Record excerpts:
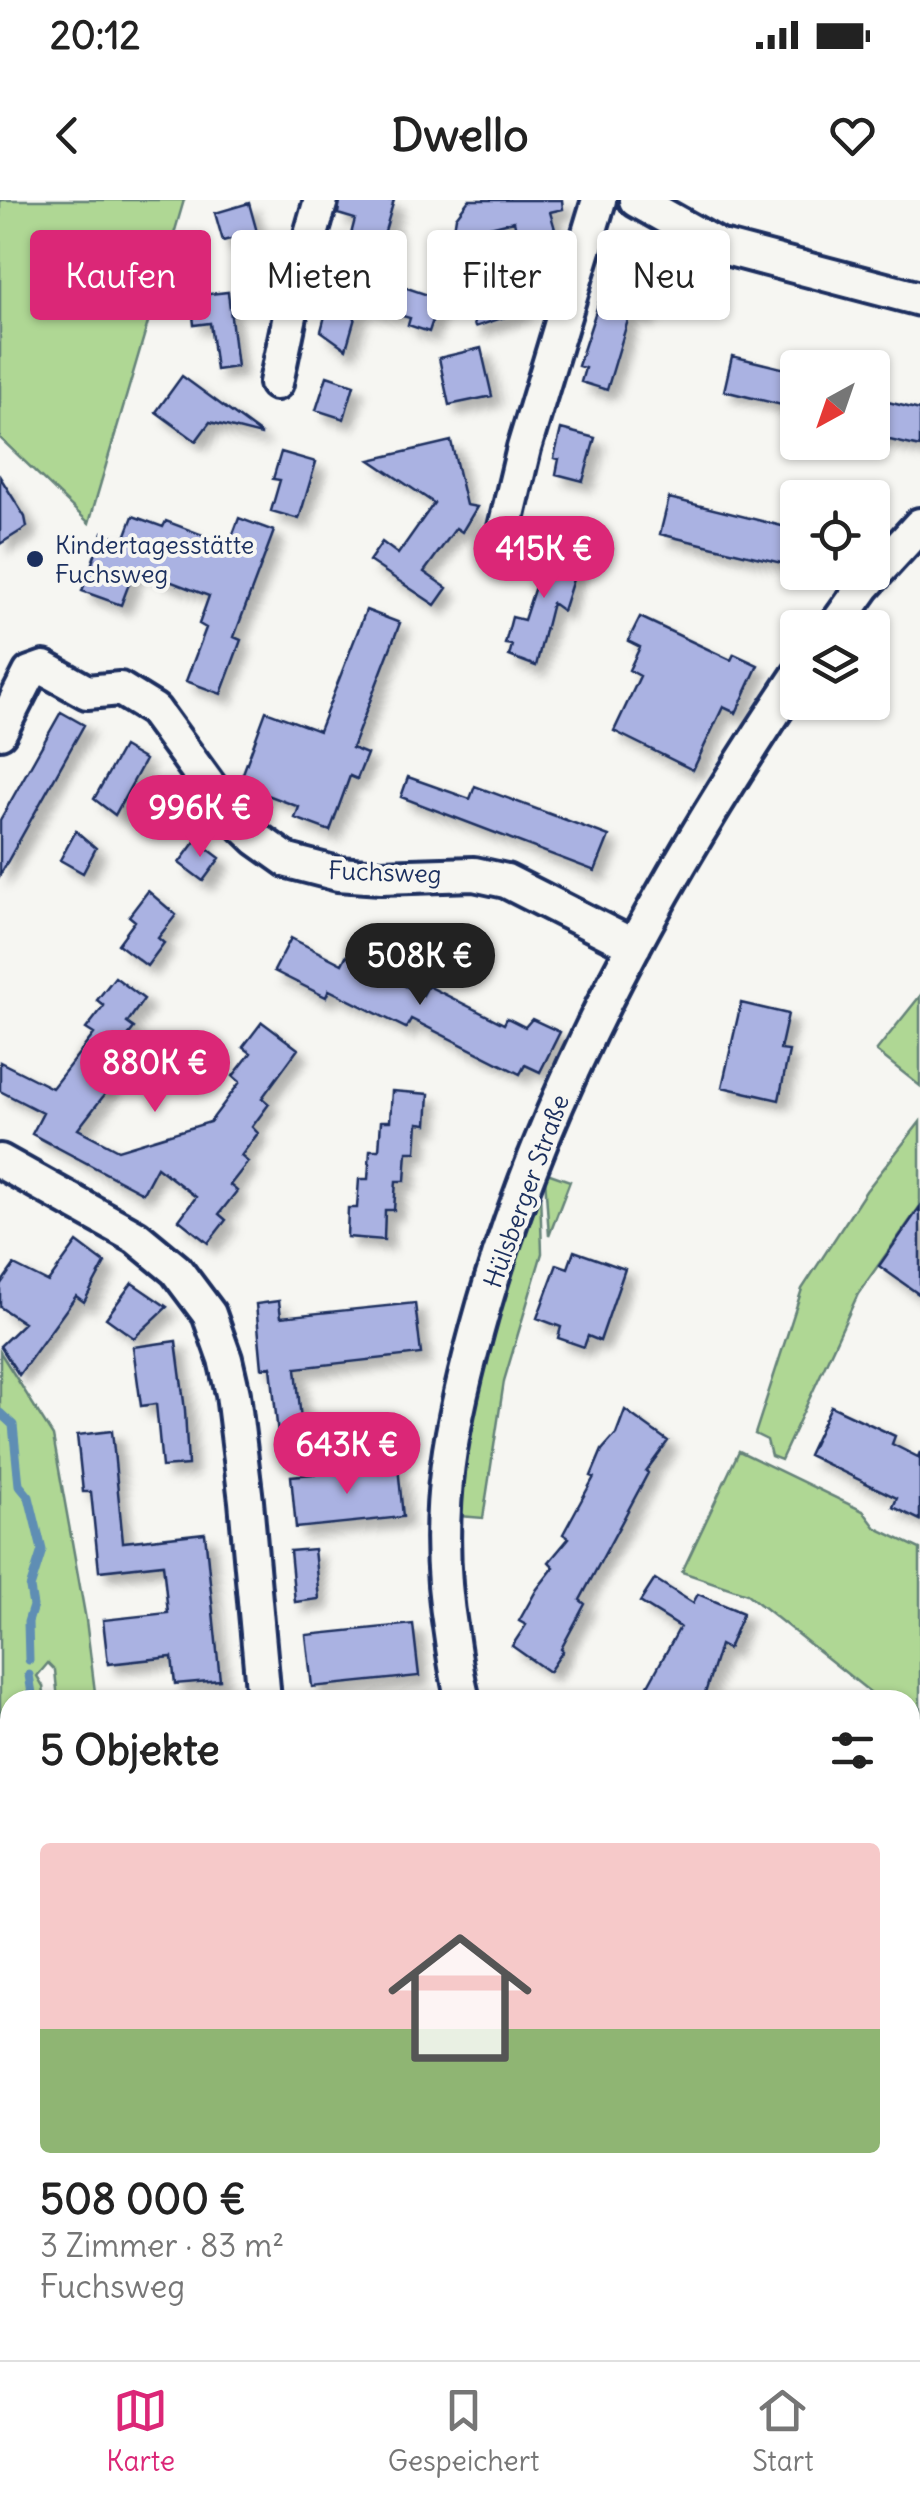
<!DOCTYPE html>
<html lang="de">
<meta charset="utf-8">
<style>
:root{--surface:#fff;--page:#f6f6f6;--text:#222;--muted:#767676;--line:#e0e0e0;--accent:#db2777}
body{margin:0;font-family:Delius,sans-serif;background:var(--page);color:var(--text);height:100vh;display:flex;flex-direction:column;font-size:38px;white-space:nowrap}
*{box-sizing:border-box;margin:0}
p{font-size:32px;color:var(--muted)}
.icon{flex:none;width:55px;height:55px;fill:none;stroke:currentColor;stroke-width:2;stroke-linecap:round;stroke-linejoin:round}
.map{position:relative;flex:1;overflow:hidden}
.panel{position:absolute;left:0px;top:1490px;width:920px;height:670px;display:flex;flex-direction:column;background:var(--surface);border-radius:30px 30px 0 0;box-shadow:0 2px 8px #0004}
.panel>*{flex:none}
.top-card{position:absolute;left:30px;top:30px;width:860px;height:90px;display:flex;gap:20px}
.needle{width:65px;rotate:220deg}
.tools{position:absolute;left:780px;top:150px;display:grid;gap:20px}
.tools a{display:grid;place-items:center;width:110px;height:110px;border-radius:10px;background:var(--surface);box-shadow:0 2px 8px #0004;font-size:50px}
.price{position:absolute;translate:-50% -85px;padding:0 22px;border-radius:35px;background:var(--accent);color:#fff;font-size:32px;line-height:65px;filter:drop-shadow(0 2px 5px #0008)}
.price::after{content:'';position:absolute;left:50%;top:60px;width:30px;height:22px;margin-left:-15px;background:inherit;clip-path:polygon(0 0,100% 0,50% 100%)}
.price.active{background:#222;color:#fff}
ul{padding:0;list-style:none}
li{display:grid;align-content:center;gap:20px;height:530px;padding:0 40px}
li span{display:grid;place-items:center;height:310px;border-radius:10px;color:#555}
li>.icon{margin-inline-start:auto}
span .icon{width:180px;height:180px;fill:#fffc;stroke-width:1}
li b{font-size:42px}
h2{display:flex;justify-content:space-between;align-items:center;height:120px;padding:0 40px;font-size:42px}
.tag{padding:0 35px;border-radius:10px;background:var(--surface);box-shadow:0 2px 8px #0004;font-size:35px;line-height:90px}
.tag.active{background:var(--accent);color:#fff}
.status{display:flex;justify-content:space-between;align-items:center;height:70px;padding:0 50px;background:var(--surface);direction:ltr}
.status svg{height:28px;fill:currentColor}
header{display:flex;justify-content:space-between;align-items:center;height:130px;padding:0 40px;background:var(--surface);font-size:45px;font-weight:700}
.dock{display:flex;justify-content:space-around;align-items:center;height:140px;border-top:2px solid var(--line);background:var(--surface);font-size:28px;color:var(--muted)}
.dock a{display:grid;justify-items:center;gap:5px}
.dock .active{color:var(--accent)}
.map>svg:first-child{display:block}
.green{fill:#afd794;stroke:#658379;stroke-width:2.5}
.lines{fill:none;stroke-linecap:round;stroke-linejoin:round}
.stream{stroke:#5e8eb4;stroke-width:9}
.building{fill:#aab2e2;stroke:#1b2f5e;stroke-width:2.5;filter:url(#shadow)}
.minor-casing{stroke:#1b2f5e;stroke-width:40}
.minor{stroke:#f6f6f2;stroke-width:32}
.poi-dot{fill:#1b2f5e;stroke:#f6f6f2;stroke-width:4}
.labels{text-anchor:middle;stroke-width:8;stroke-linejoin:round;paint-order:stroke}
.poi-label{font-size:25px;fill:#1b2f5e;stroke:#f6f6f2;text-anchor:start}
.street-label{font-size:25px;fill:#1b2f5e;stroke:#f6f6f2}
</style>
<div class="status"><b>20:12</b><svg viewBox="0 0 49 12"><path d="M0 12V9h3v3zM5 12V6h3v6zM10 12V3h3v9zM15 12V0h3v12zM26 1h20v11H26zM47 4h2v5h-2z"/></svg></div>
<header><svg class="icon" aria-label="back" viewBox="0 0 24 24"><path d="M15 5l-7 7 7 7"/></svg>Dwello<svg class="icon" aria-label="heart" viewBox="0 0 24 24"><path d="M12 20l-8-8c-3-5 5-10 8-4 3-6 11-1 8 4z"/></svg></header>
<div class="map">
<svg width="920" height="2160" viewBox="0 0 920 2160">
<defs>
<filter id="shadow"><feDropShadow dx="9" dy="9" stdDeviation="5" flood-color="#0004"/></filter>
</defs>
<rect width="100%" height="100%" fill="#f6f6f2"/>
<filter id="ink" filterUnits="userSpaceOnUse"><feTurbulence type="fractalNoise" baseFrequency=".01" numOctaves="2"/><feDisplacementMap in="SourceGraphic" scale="20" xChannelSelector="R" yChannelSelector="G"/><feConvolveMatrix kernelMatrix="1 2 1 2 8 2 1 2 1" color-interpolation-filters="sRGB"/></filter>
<g filter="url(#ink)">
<!-- green -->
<path class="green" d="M0 0H184L89 323 0 238Z
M920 796V886L876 851Z
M920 922V1006L858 1094 781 1260 771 1256 767 1240 755 1234 802 1089 866 991Z
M547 973 570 981 549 1036 545 977Z
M540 990 542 1053 504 1181 483 1318 460 1316 469 1238 484 1162Z
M0 1152 53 1236 86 1420 96 1500H58L55 1470 48 1463 37 1476 43 1486 45 1500H10V1989L0 1985Z
M739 1251 863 1311 876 1328 920 1349V1531L910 1524V1500H880L747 1394 682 1372Z
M0 1998 10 2002V2150H78V2160H0Z
M910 2066 920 2069V2160H764L758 2150H910Z
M106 2150H463L483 2160H113Z
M557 2150H675L671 2160H580Z"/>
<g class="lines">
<!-- stream -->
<path class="stream" d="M0 1213 13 1225 19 1285 29 1297 42 1350 30 1388 33 1406 28 1422 29 1460
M29 1475 33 1500
M423 2150 435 2160"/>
</g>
<!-- building -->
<path class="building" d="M340 0H394L374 69 382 71 380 79 440 99 429 132 408 125 410 118 359 104 346 149 321 131 336 74 340 76 355 19 338 14Z
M469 0H562L563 9 550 12 555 29 518 38 514 21 453 36 456 17Z
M249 3 257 32 223 41 215 13Z
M636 48 672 74 641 117 631 110 607 190 581 182 585 168 578 166 609 71 615 76Z
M512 78 523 111 475 127 465 93Z
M228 92 237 167 216 170 210 123 194 125 191 96Z
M481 148 492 196 449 205 439 158Z
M732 156 798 172V209L724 191Z
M182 176 261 234V235L210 222 196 241 156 212Z
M327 176 354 185 344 219 316 210Z
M872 198 920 210V247L872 236Z
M561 229 595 238 583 281 556 274 559 259 554 258Z
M451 241 466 305 477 307 462 332 456 328 424 372 447 388 435 405 369 361 382 342 398 354 434 303 370 260Z
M281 252 316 262 299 319 271 311 280 280 273 279Z
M0 277 25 317 27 327 0 344Z
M669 298 798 330V367L660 334Z
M133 316 163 327 166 321 229 345 239 318 274 331 234 437 241 440 221 494 186 481 206 428 199 424 209 396 135 368 121 405 82 391 103 332 124 340Z
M551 338 583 348 563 411 552 403 536 466 509 456 512 445 505 444 512 417 524 420Z
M366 410 400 423 352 548 367 554 357 579 350 576 330 631 295 618 299 607 239 584 266 511 319 531Z
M640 417 731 460 734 454 758 465 736 513 723 507 693 570 614 531 640 476 629 470 640 447 628 441Z
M61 512 84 525 0 675V620Z
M123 547 145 560 115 615 94 599Z
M408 577 470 599 475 586 609 636 595 671 401 597Z
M76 631 96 648 83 673 60 660Z
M196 640 220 658 203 681 179 663Z
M148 691 176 715 158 738 164 743 147 766 118 744 135 721 129 716Z
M291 738 342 764 346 756 423 795 428 786 504 824 507 818 525 827 532 819 560 832 540 872 525 865 520 874 411 819 406 828 329 790 326 797 274 771Z
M115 777 144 799 127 823 134 828 116 851 122 857 105 880 112 885 78 929 118 950 210 922 240 882 233 876 251 853 243 847 262 822 298 849 262 898 269 904 252 927 258 933 241 956 248 962 230 985 237 991 219 1014 226 1020 208 1043 179 1020 196 997 157 967 143 993 32 934 43 913 0 891V862L52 888 94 834 86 829 104 806 97 800Z
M741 803 788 814 780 850 789 851 779 900 722 887Z
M392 891 429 894 427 924 418 923 416 952H407L405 981H396L394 1010H385L384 1040 347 1037 348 1008H357L359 979H368L370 950H379L381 921H390Z
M920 1007V1095L879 1066Z
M77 1042 105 1063 84 1102 76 1096 19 1175 0 1146 24 1123 0 1107V1085L14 1065 48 1082Z
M574 1051 625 1069 600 1141 588 1136 584 1147 558 1138 561 1127 537 1118 557 1064 568 1068Z
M132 1083 167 1107 134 1138 106 1118Z
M279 1101 281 1117 415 1103 421 1154 296 1168 303 1241 279 1244 271 1167 262 1168 256 1104Z
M176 1141 185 1210 188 1265 162 1267 156 1204 141 1206 133 1147Z
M831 1206 895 1236 892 1244 918 1257 920 1252V1320L893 1307 897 1298 808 1255Z
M625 1210 668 1241 646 1271 648 1273 580 1400 585 1404 561 1449 563 1451 549 1472 512 1446 526 1425 519 1421 537 1389 554 1367 549 1362 569 1338 563 1334 594 1277 591 1276 602 1250 616 1234Z
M112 1231 123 1342 205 1333 220 1480 175 1484 172 1457 108 1464 103 1420 168 1413 163 1364 99 1371 91 1292H83L77 1235Z
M398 1266 403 1317 296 1328 291 1276Z
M314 1349 319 1399 295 1402 290 1351Z
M655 1379 693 1403 698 1394 743 1413 728 1449 720 1445 703 1500H640L680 1427 640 1402Z
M413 1424 419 1476 312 1487 306 1435Z"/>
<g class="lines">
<!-- minor casing -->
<g class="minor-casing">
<path id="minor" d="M636 0 718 46 920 99
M276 183 296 87 321 0
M504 332 524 248 599 0
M834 428 864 386 920 325
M0 532 30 473 44 468 87 492 120 489 154 510 225 608 257 639 288 661 338 674 381 677 474 674 506 681 634 746
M0 961 136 1037 176 1070 209 1114 225 1159 233 1194 246 1301 264 1500
M463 1500C457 1478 454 1455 451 1433 431 1313 451 1220 484 1105 550 878 667 671 798 476
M910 1889 920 1892"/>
</g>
<!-- minor -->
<use href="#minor" class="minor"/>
</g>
</g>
<!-- markers -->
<circle class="poi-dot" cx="35" cy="359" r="10"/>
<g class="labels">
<!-- poi labels -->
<g class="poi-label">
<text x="55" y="354">Kindertagesstätte<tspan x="55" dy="29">Fuchsweg</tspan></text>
</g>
<!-- street labels -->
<g class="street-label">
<text transform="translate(385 672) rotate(2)" y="9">Fuchsweg</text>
<text transform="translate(526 991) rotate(-70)" y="9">Hülsberger Straße</text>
</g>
</g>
</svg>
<div class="tools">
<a><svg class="needle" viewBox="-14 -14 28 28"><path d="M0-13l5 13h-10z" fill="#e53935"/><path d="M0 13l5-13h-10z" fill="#767676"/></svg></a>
<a><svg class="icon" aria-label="locate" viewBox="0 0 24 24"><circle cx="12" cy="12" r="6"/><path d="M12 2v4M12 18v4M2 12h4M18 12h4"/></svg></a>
<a><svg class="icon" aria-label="layers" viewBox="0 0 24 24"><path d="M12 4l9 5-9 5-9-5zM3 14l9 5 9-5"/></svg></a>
</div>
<b class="price" style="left:544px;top:401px">415K €</b>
<b class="price" style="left:200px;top:660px">996K €</b>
<b class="price active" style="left:420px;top:808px">508K €</b>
<b class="price" style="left:155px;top:915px">880K €</b>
<b class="price" style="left:347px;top:1297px">643K €</b>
<div class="top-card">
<a class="tag active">Kaufen</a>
<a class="tag">Mieten</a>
<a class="tag">Filter</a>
<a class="tag">Neu</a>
</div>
<section class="panel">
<h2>5 Objekte<svg class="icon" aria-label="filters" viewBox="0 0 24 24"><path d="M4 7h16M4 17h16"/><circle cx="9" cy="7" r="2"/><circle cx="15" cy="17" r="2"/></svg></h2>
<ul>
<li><span style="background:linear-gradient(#f6c9c9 60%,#8fb573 0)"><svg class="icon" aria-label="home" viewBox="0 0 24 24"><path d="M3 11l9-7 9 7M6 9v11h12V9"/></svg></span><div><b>508 000 €</b><p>3 Zimmer · 83 m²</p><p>Fuchsweg</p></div></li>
</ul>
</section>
</div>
<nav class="dock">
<a class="active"><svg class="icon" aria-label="map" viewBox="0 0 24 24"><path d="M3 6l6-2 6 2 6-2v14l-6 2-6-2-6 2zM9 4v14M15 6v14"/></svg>Karte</a>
<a><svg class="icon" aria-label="saved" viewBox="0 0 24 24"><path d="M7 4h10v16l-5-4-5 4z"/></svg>Gespeichert</a>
<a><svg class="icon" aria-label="home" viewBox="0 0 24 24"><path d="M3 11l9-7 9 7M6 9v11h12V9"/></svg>Start</a>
</nav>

What you are asked to do:
In the listing, return each line containing the string "tools".

Exercise output:
.tools{position:absolute;left:780px;top:150px;display:grid;gap:20px}
.tools a{display:grid;place-items:center;width:110px;height:110px;border-radius:10px;background:var(--surface);box-shadow:0 2px 8px #0004;font-size:50px}
<div class="tools">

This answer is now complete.